Già citata nella Bolla d'Innocenzo III del 1213 come chiesa, dentro Vicovaro, di proprietà dell'Abbazia di S. Cosimato, era una costruzione posta nella piazzetta dell'Arreo sugli spalti delle antiche mura.
Menzionata in altri documenti medievali, nel secolo XVI era dipendente da quella di S. Salvatore.
La chiesa venne demolita dopo il 1668: la statua della Titolare che adornava l'altare venne trasportata a S. Pietro, come pure alla Chiesa prepositurale passò la giurisdizione parrocchiale.




S. Silvestro

Già presso la piazzetta omonima, sui suoi ruderi, agli inizi di questo secolo, fu costruita un'abitazione civile: della vecchia costruzione rimangono tracce dell'abside semicircolare visibili nell'angolo posto a sud.
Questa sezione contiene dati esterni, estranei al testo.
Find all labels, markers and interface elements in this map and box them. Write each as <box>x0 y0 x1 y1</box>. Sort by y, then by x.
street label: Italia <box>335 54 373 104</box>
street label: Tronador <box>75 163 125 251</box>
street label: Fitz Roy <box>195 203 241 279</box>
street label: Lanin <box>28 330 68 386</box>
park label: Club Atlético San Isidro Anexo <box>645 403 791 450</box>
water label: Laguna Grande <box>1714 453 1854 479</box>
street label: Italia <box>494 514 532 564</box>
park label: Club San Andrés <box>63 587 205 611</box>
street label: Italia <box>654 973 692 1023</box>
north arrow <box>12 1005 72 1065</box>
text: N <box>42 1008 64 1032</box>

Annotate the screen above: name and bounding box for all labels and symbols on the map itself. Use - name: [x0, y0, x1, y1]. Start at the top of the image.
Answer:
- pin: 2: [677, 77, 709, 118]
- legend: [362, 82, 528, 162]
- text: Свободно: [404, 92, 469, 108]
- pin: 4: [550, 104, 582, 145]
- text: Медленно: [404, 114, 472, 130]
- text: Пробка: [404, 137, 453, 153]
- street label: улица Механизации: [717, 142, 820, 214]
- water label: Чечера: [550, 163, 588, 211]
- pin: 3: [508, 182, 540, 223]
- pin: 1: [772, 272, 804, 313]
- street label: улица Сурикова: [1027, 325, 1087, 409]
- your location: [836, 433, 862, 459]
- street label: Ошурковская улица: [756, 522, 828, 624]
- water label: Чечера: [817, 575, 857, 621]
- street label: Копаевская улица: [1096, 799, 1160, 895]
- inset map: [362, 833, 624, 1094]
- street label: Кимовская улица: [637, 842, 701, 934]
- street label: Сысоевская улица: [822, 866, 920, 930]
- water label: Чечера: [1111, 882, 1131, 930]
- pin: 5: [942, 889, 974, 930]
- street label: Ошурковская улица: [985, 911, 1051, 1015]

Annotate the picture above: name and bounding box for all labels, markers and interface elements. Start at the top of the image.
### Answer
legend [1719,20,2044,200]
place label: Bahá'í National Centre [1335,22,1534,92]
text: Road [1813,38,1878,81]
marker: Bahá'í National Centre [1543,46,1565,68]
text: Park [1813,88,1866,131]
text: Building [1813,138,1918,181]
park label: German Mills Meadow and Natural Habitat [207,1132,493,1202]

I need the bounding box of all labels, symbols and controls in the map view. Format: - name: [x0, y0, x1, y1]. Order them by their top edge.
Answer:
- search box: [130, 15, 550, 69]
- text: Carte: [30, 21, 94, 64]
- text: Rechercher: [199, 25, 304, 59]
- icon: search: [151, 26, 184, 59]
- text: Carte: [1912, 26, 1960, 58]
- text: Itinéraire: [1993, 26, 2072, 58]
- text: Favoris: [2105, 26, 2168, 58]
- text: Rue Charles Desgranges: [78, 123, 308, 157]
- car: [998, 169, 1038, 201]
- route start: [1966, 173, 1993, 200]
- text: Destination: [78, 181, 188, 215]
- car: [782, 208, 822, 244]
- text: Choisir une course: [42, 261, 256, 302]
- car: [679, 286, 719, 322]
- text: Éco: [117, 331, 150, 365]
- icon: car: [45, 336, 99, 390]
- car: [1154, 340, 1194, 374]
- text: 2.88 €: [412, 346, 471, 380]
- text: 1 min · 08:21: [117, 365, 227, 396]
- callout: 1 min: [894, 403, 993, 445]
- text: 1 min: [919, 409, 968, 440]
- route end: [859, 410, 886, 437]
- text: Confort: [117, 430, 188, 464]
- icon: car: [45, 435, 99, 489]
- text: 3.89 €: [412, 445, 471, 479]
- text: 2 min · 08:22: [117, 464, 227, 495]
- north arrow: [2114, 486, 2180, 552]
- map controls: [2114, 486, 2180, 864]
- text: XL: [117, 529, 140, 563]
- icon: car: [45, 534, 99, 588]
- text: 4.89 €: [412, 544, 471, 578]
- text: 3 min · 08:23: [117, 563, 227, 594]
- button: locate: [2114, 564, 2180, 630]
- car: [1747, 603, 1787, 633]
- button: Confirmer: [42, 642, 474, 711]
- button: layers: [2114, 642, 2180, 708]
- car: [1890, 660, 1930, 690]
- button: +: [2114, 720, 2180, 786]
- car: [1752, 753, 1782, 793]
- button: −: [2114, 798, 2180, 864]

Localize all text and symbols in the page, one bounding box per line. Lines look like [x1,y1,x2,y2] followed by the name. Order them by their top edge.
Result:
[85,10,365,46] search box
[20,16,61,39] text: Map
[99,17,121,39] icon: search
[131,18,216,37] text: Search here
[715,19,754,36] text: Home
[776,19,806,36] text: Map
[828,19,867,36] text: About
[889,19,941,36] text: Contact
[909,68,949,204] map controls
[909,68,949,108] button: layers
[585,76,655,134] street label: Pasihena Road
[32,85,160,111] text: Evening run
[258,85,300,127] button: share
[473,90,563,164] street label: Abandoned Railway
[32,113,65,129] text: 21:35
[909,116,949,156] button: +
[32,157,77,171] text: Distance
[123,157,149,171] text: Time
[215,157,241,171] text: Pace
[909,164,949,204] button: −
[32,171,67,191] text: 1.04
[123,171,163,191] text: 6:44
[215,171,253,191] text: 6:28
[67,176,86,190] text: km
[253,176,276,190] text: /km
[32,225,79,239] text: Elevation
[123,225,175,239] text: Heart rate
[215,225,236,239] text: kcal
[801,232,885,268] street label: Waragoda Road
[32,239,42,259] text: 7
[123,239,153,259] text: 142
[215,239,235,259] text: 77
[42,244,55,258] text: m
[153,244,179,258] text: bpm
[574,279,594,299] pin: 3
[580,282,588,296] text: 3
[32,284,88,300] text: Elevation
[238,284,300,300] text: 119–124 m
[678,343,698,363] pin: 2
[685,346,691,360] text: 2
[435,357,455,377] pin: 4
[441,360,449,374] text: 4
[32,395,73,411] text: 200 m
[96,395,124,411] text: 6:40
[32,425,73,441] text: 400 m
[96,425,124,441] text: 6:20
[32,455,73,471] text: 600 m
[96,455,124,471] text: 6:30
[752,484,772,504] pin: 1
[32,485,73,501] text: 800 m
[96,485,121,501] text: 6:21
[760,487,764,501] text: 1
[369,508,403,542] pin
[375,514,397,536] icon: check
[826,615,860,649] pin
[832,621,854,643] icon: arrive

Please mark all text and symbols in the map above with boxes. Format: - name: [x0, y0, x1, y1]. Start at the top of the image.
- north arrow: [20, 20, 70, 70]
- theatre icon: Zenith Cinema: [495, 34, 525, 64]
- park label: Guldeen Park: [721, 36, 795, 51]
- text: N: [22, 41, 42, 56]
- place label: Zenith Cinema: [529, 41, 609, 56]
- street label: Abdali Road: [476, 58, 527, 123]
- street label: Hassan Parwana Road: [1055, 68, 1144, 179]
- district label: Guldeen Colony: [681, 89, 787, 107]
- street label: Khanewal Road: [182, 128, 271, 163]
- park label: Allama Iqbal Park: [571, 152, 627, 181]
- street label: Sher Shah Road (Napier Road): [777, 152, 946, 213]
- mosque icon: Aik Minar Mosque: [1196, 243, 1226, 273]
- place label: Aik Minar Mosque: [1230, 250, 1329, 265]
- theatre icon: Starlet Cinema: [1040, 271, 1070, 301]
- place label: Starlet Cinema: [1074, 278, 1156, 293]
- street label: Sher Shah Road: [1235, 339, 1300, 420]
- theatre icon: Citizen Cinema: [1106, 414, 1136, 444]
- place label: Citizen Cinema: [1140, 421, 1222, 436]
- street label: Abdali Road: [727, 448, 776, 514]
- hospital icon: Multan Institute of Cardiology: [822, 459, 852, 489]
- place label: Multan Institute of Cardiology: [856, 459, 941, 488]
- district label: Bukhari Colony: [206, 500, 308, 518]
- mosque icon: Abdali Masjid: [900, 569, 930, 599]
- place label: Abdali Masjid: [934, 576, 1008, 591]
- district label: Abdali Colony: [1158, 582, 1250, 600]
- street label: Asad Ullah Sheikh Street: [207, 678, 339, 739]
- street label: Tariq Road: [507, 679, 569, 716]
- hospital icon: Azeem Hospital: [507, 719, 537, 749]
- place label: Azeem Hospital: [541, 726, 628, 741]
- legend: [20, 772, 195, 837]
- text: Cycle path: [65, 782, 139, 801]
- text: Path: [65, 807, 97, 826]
Citata in vari documenti medievali, la chiesa, era parrocchiale, aveva l'altare maggiore dedicato al Santo Titolare, ed una serie di cappelle ed altari tra cui quello di S. Michele che passerà all'Università dei Bifolchi di Vicovaro, ossia ai Fratelli dell'Arte Agraria, che lo adornarono con la statua lignea di S. Isidoro Agricoltore (ora a S. Salvatore).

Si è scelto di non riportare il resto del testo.